For crib bedding, focus on breathability, softness (again, we want to avoid irritating that sensitive baby skin!) and a proper fit for safety. For an older child's bedding for their "big kid bed", focus on a soft material that will be comfortable and inviting to your child. Allow them to help you choose the color or design to make them part of the decision-making process - older children love this. It will make them much more engaged with their new bed set-up if you are in the midst of the crib-to-bed transition!
Q: What is one random interesting fact that we don't know about you?
A: I cannot eat avocados or quinoa - I have a massive intolerance to them and get very sick if I eat them, which is weird because they are not common allergens and also, like, the healthiest foods on earth. It's as though my body has decided to reject the most nutritious, "faddiest" foods on the planet. Also, I could eat both with no problem before I got pregnant! After, though? No dice.

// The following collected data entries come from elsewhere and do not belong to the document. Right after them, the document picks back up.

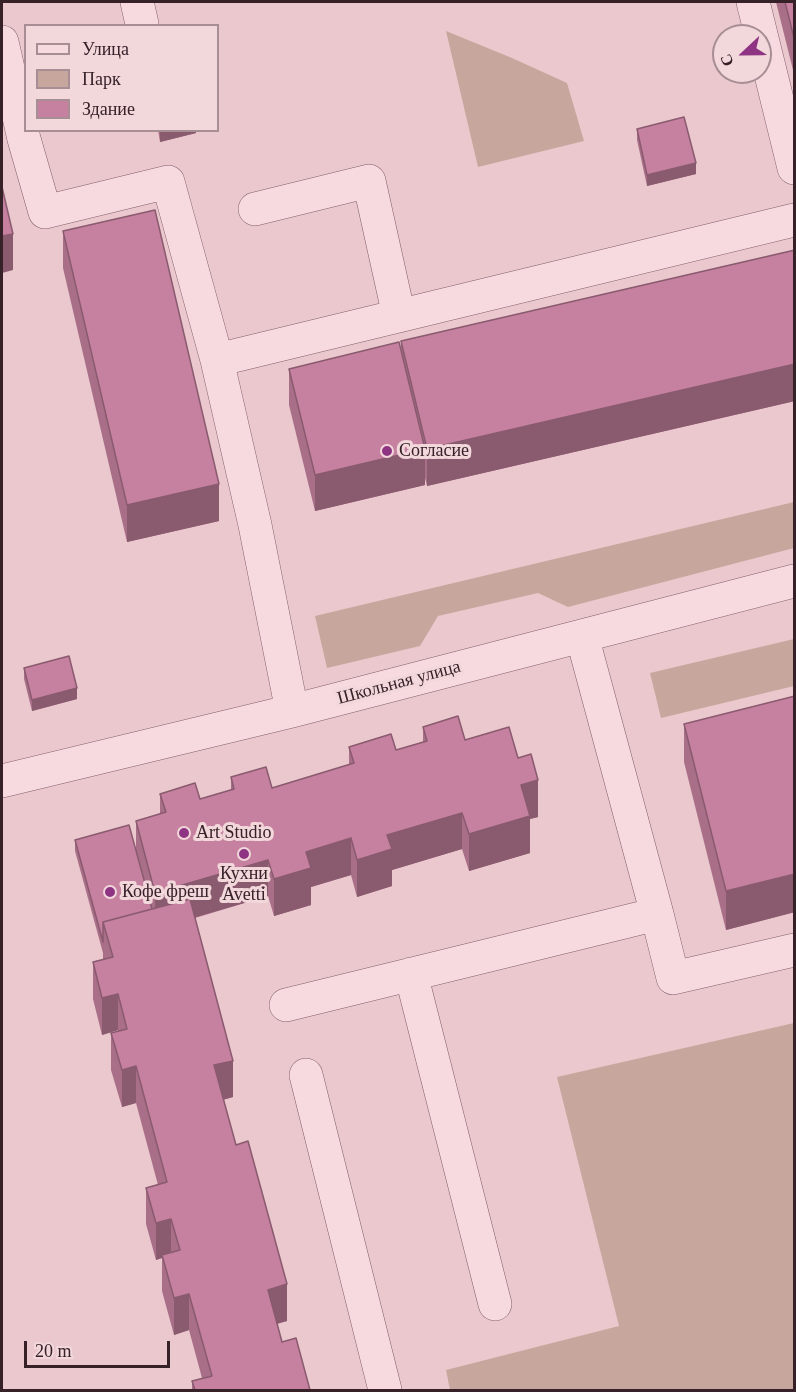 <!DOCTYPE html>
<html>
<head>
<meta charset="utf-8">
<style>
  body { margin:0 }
  #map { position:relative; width:796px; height:1392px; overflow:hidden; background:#eac8cd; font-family:"Times New Roman",serif }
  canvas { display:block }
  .frame { position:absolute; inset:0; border:3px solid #362129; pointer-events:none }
  .legend { position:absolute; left:24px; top:24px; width:195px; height:108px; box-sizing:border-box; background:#f2d7db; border:2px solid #a78e94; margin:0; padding:8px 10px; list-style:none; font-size:18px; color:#362129 }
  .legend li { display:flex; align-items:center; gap:12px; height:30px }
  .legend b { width:30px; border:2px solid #a78e94 }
  .north { position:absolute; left:712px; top:24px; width:60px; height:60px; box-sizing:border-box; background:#f2d7db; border:2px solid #a78e94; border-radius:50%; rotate:248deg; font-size:16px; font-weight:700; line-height:24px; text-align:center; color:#362129 }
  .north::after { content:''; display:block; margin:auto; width:21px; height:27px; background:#8e3482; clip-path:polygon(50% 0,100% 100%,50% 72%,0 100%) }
  .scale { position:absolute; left:24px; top:1341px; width:146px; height:27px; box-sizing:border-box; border:3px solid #362129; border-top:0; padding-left:8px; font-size:18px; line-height:21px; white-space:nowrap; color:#362129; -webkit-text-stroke:4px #f2d7db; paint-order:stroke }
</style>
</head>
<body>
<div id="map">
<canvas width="796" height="1392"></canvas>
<div class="frame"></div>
<ul class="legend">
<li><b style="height:8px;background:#f6dadf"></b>Улица</li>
<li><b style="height:16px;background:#c7a79d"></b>Парк</li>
<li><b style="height:16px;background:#c5819f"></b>Здание</li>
</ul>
<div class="north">С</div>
<div class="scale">20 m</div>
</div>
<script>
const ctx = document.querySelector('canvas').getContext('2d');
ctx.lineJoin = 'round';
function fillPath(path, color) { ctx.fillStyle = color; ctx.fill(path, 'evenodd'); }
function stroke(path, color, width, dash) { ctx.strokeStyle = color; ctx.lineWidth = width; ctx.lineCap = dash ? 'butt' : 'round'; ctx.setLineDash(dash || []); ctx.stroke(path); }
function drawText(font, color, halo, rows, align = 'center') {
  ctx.font = font + ' "Times New Roman",serif'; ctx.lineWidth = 6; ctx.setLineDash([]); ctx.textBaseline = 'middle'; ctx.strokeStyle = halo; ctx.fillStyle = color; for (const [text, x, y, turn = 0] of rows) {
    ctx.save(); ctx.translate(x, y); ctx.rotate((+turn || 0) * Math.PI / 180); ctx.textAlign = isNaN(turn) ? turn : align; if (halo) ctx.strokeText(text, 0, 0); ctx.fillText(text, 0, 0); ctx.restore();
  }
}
fillPath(new Path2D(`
  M 446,31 L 512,58 L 567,83 L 584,141 L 478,167 Z
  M 794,502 L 794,548 L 568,607 L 538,593 L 438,616 L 420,646 L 327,668 L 315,616 Z
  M 794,639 L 794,686 L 661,718 L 650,673 Z
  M 794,1023 L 794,1390 L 450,1390 L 446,1370 L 619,1326 L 557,1077 Z`), '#c7a79d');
const minor = new Path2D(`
  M 137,2 L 142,24
  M 753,2 L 794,168
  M 2,42 L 24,139 L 45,212 L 168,182 L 217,360
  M 255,209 L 369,181 L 399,316
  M 292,711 L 255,525 L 217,360 L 794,220
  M 2,781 L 292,711 L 794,581
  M 657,914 L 673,978 L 794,950
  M 411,974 L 495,1304
  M 286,1005 L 657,914 L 582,636
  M 306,1075 L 385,1390`);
stroke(minor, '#845f6b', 34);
stroke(minor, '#f6dadf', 33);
fillPath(new Path2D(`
  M 776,2 L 795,2 L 795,78 Z
  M 637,129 L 696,174 L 647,186 L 637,140 Z
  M 158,130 L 196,130 L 196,133 L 160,142 Z
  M 63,231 L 219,521 L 127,542 L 63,268 Z
  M 795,250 L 795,401 L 427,486 L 425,478 L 425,485 L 315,511 L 289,405 L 289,369 L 401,351 L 401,341 Z
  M 24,668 L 77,699 L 32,711 L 24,679 Z
  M 795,696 L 795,912 L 726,930 L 684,762 L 684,724 Z
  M 423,727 L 518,758 L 538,817 L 530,819 L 530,853 L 469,871 L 462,849 L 392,870 L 392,886 L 357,897 L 351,875 L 311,887 L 311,905 L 274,916 L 268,896 L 195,918 L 233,1097 L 223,1100 L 287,1321 L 277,1324 L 282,1342 L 310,1390 L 192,1390 L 192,1381 L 202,1378 L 189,1330 L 174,1335 L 162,1291 L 162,1258 L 156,1260 L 146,1224 L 146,1188 L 158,1185 L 136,1103 L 122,1107 L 111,1070 L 111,1033 L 118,1031 L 118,1030 L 102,1035 L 93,999 L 93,962 L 103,960 L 103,953 L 75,851 L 75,840 L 136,853 L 136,821 L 160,814 L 160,794 L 200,799 L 231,790 L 231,777 L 272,788 L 349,765 L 349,747 L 396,750 L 423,742 Z`), '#a96f89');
fillPath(new Path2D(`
  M 160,130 L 196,130 L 196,133 L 160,142 Z
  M 696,163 L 696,174 L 647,186 L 647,175 Z
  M 13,234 L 13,270 L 2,273 L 2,236 Z
  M 795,364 L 795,401 L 427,486 L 427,449 Z
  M 425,449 L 425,485 L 315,511 L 315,475 Z
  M 219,484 L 219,521 L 127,542 L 127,505 Z
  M 77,688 L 77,699 L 32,711 L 32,700 Z
  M 538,780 L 538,817 L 530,819 L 530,853 L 469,871 L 469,834 L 521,785 Z
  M 462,813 L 462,849 L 392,870 L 392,886 L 357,897 L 357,860 L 387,835 Z
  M 351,838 L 351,875 L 311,887 L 311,905 L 274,916 L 274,879 L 306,852 Z
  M 268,860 L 268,896 L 155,929 L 155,893 Z
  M 795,874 L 795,912 L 726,930 L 726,891 Z
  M 118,994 L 118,1030 L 102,1035 L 102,998 Z
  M 233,1061 L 233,1097 L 214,1102 L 214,1065 Z
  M 136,1066 L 136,1103 L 122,1107 L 122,1070 Z
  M 171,1219 L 171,1256 L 162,1255 L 162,1258 L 156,1260 L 156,1223 Z
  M 287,1284 L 287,1321 L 268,1326 L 268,1290 Z
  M 189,1294 L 189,1330 L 174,1335 L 174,1298 Z`), '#8a5a6f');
const building = new Path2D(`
  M 785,2 L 795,2 L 795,42 Z
  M 684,117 L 696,163 L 647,175 L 637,129 Z
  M 2,187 L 13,234 L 2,236 Z
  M 155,210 L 219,484 L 127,505 L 63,231 Z
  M 795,250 L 795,364 L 427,449 L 401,341 Z
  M 399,342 L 425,449 L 315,475 L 289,369 Z
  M 69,656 L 77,688 L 32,700 L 24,668 Z
  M 795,696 L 795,874 L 726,891 L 684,724 Z
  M 458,716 L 465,740 L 509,727 L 518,758 L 531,754 L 538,780 L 521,785 L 530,816 L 469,834 L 462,813 L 387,835 L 392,849 L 357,860 L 351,838 L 306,852 L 311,868 L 274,879 L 268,860 L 155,893 L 136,821 L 166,812 L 160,794 L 195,783 L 200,799 L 234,789 L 231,777 L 266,767 L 272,788 L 354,763 L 349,747 L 391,734 L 396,750 L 427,741 L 423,727 Z
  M 129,825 L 152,909 L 103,922 L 103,942 L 75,840 Z
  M 190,899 L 233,1061 L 214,1065 L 236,1145 L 248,1141 L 287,1284 L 268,1290 L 282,1342 L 296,1338 L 310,1390 L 195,1390 L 192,1381 L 212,1376 L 189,1294 L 174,1298 L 162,1255 L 180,1250 L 171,1219 L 156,1223 L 146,1188 L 167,1182 L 136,1066 L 122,1070 L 111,1033 L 127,1029 L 118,994 L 102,998 L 93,962 L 113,957 L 103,922 Z`);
fillPath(building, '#c5819f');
stroke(building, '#8a5a6f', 1.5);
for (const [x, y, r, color] of [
  [387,451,6,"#8e3482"],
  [184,833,6,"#8e3482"],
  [244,854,6,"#8e3482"],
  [110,892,6,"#8e3482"]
]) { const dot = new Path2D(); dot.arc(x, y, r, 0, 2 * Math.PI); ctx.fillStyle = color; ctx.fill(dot); stroke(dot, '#f2d7db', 2); }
drawText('18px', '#362129', '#f2d7db', [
  ["Согласие",399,451],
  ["Art Studio",196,833],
  ["Кухни",244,874,"center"],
  ["Avetti",244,895,"center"],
  ["Кофе фреш",122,892]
], 'left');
drawText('18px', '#362129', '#f2d7db', [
  ["Школьная улица",399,683,-15]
]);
</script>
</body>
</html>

At Dreams Jumper, we understand the value of having a sleep ritual, and we are committed to helping you in developing one that simplifies your life and helps you create a sanctuary.
Because our children are so precious, it's natural that their sleep can add to your concerns, but it's equally critical that you get enough sleep yourself. When life gets busy, it's easy to put off evening routines or forgo a few hours of sleep to get more things done, but that shouldn’t set you back from getting enough sleep.
So, to all those supermoms and super dads out there, cozy up and nap away because along with your little ones, you, too, deserve it!